— TRY IT —
Using the entries below, show all lines with the string "names".

[[ PROVIDED RECORDS, beginning ]]

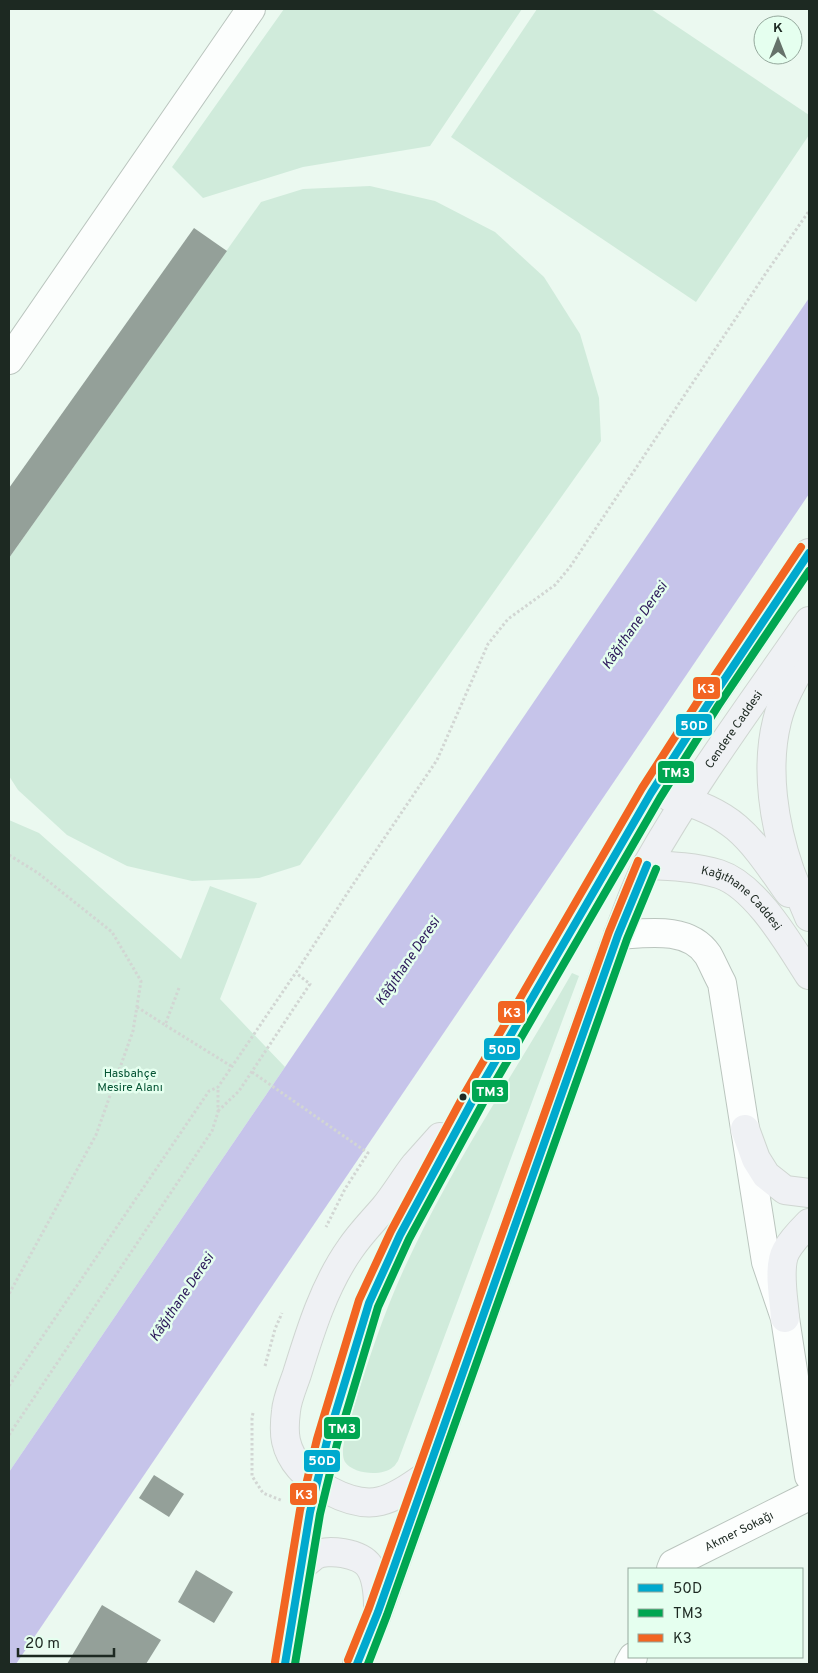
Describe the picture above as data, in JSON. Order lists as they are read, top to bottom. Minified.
{"streets":{"main road":["Cendere Caddesi","Kağıthane Caddesi"],"street":["Akmer Sokağı"]},"crossings":[["Cendere Caddesi","Kağıthane Caddesi"]],"water":["Kâğıthane Deresi"],"parks":["Hasbahçe Mesire Alanı"],"lines":["transit line K3","transit line 50D","transit line TM3"],"legend":["50D","TM3","K3"],"scale_bar":"20 m","north":"top"}
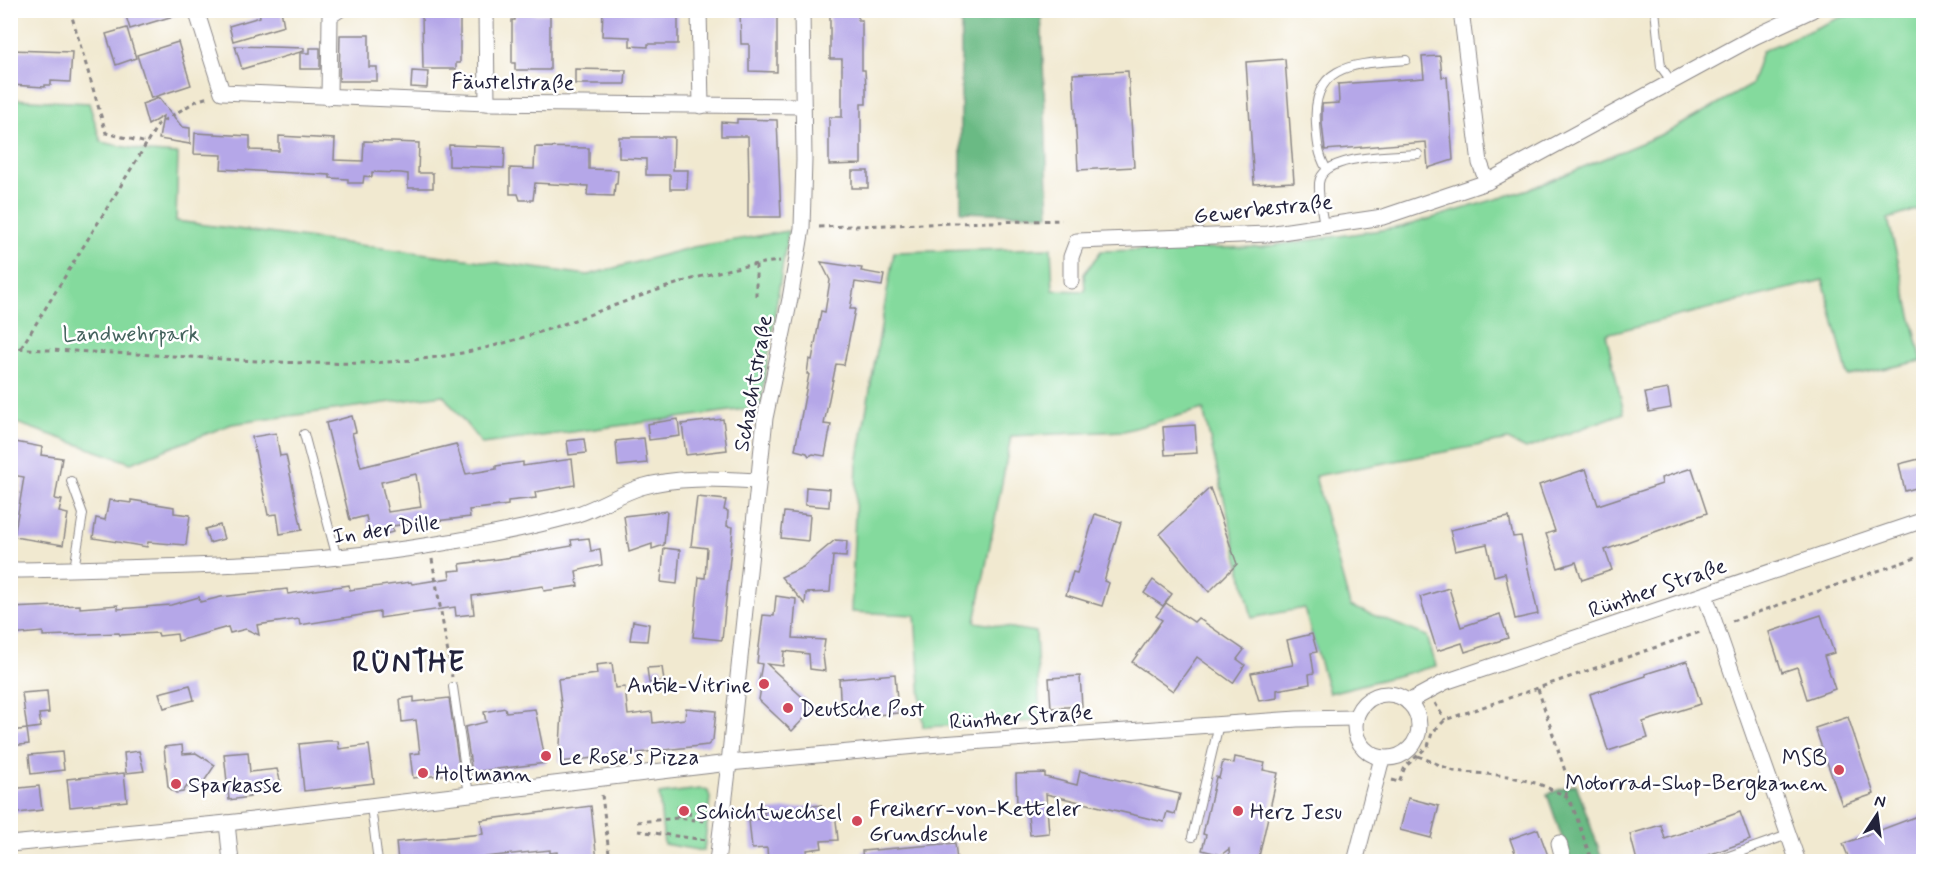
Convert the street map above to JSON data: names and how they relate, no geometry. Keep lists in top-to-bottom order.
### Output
{
  "streets": {
    "street": [
      "Fäustelstraße",
      "Gewerbestraße",
      "Schachtstraße",
      "In der Dille",
      "Rünther Straße"
    ]
  },
  "crossings": [
    ["Fäustelstraße", "Schachtstraße"],
    ["Schachtstraße", "In der Dille"],
    ["Schachtstraße", "Rünther Straße"]
  ],
  "districts": ["RÜNTHE"],
  "parks": ["Landwehrpark"],
  "places": [
    "Antik-Vitrine",
    "Deutsche Post",
    "Le Rose's Pizza",
    "MSB Motorrad-Shop-Bergkamen",
    "Holtmann",
    "Sparkasse",
    "Schichtwechsel",
    "Herz Jesu",
    "Freiherr-von-Ketteler Grundschule"
  ],
  "north": "top"
}
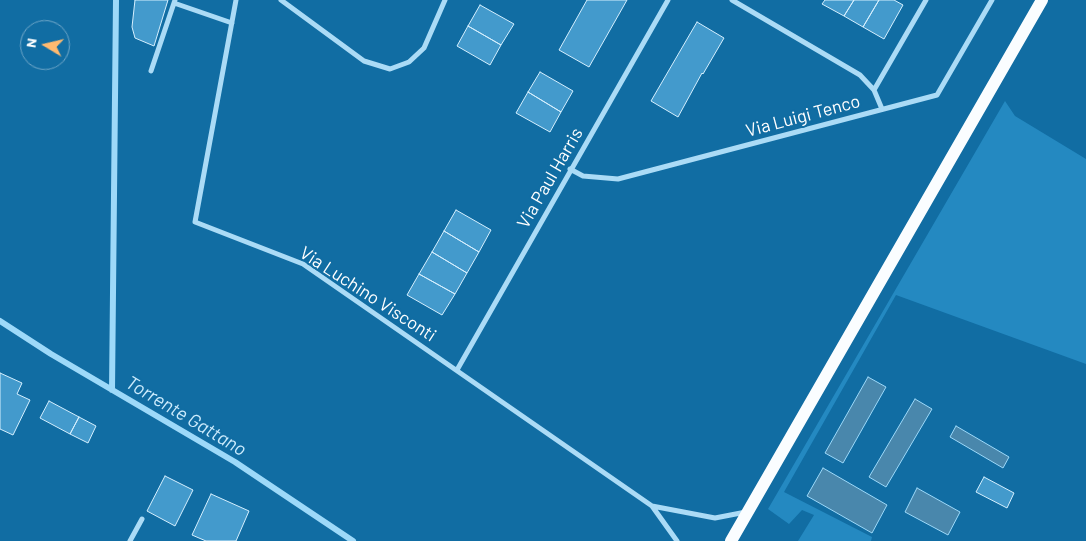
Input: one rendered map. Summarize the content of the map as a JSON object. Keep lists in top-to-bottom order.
{
  "streets": {
    "street": ["Via Luigi Tenco", "Via Paul Harris", "Via Luchino Visconti"]
  },
  "crossings": [
    ["Via Luigi Tenco", "Via Paul Harris"],
    ["Via Paul Harris", "Via Luchino Visconti"]
  ],
  "water": ["Torrente Gattano"],
  "north": "left"
}
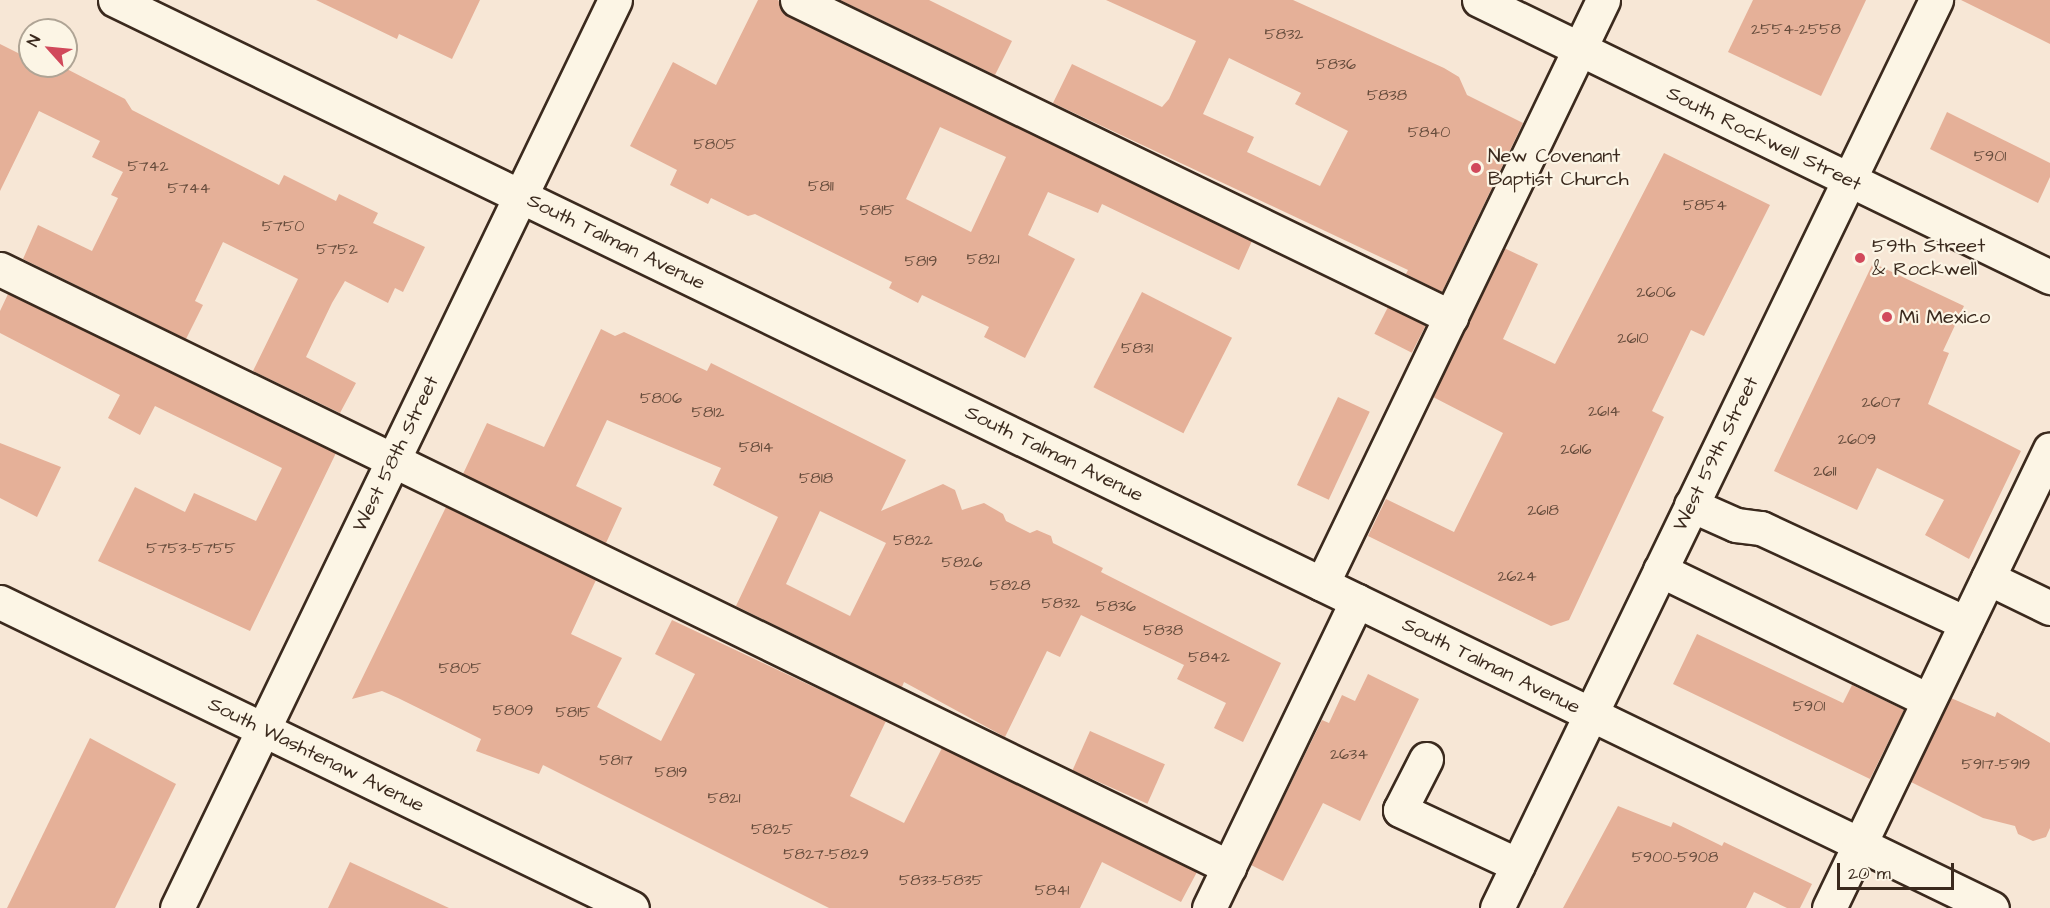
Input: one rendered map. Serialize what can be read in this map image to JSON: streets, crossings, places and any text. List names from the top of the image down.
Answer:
{
  "streets": {
    "street": [
      "South Rockwell Street",
      "South Talman Avenue",
      "West 58th Street",
      "West 59th Street",
      "South Washtenaw Avenue"
    ]
  },
  "crossings": [
    ["South Rockwell Street", "West 59th Street"],
    ["South Talman Avenue", "West 58th Street"],
    ["South Talman Avenue", "West 59th Street"],
    ["West 58th Street", "South Washtenaw Avenue"]
  ],
  "places": ["New Covenant Baptist Church", "59th Street & Rockwell", "Mi Mexico"],
  "house_numbers": [
    "2554-2558",
    "5832",
    "5836",
    "5838",
    "5840",
    "5805",
    "5901",
    "5742",
    "5811",
    "5744",
    "5854",
    "5815",
    "5750",
    "5752",
    "5821",
    "5819",
    "2606",
    "2610",
    "5831",
    "5806",
    "2607",
    "2614",
    "5812",
    "2609",
    "5814",
    "2616",
    "2611",
    "5818",
    "2618",
    "5822",
    "5753-5755",
    "5826",
    "2624",
    "5828",
    "5832",
    "5836",
    "5838",
    "5842",
    "5805",
    "5901",
    "5809",
    "5815",
    "2634",
    "5817",
    "5917-5919",
    "5819",
    "5821",
    "5825",
    "5827-5829",
    "5900-5908",
    "5833-5835",
    "5841"
  ],
  "scale_bar": "20 m",
  "north": "top left"
}
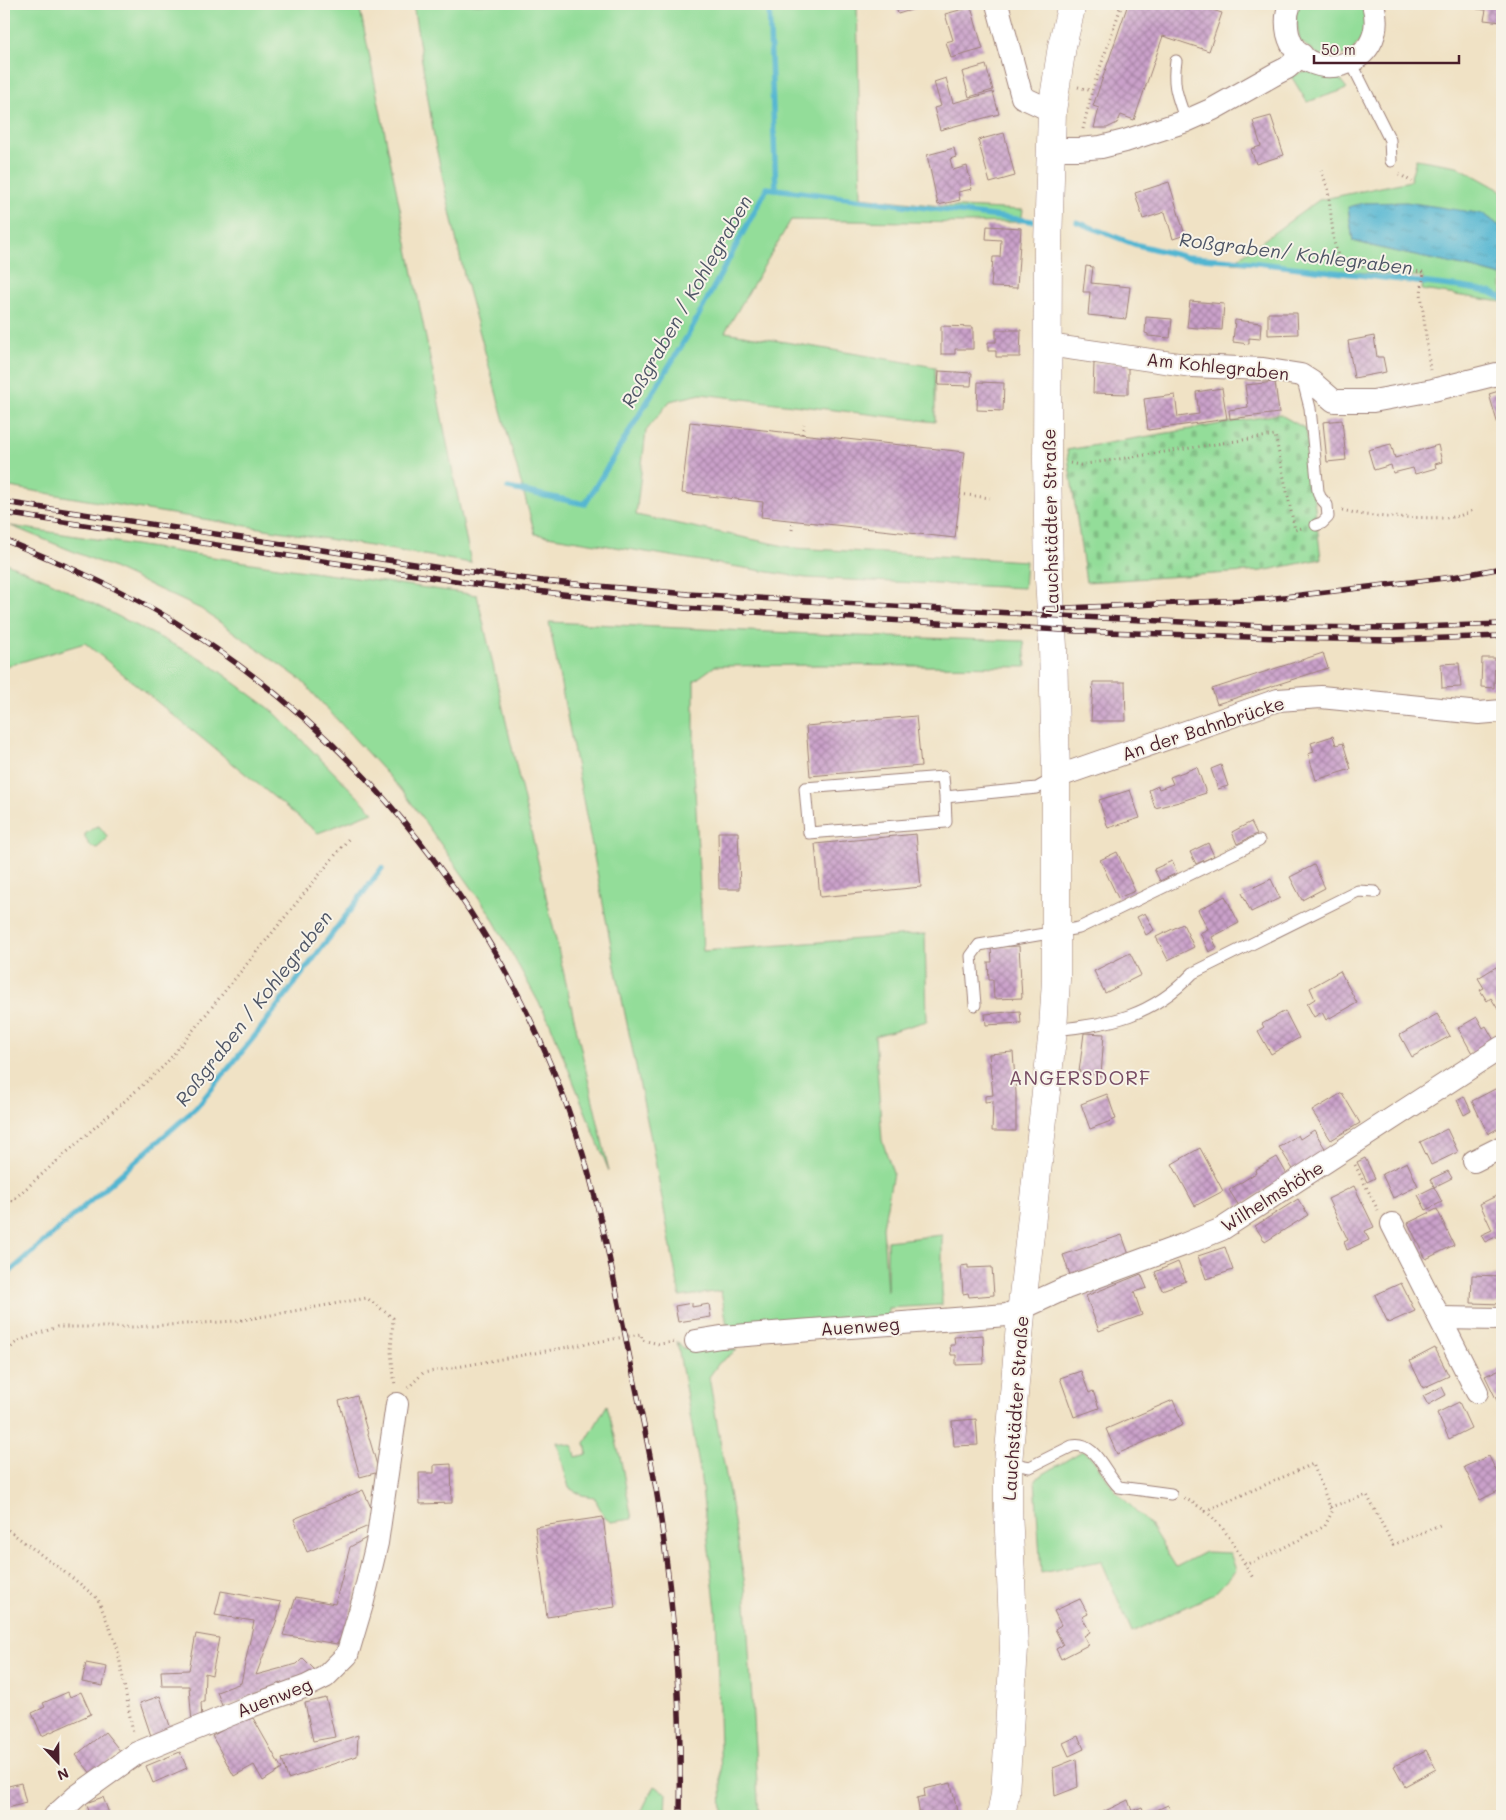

[[ PROVIDED RECORDS, end ]]

— WRITTEN REPLY —
Convert the street map above to JSON data: names and how they relate, no geometry. Keep lists in top-to-bottom order.
Input: one rendered map. Serialize what can be read in this map image to JSON: streets, crossings, places and any text. List names from the top of the image down.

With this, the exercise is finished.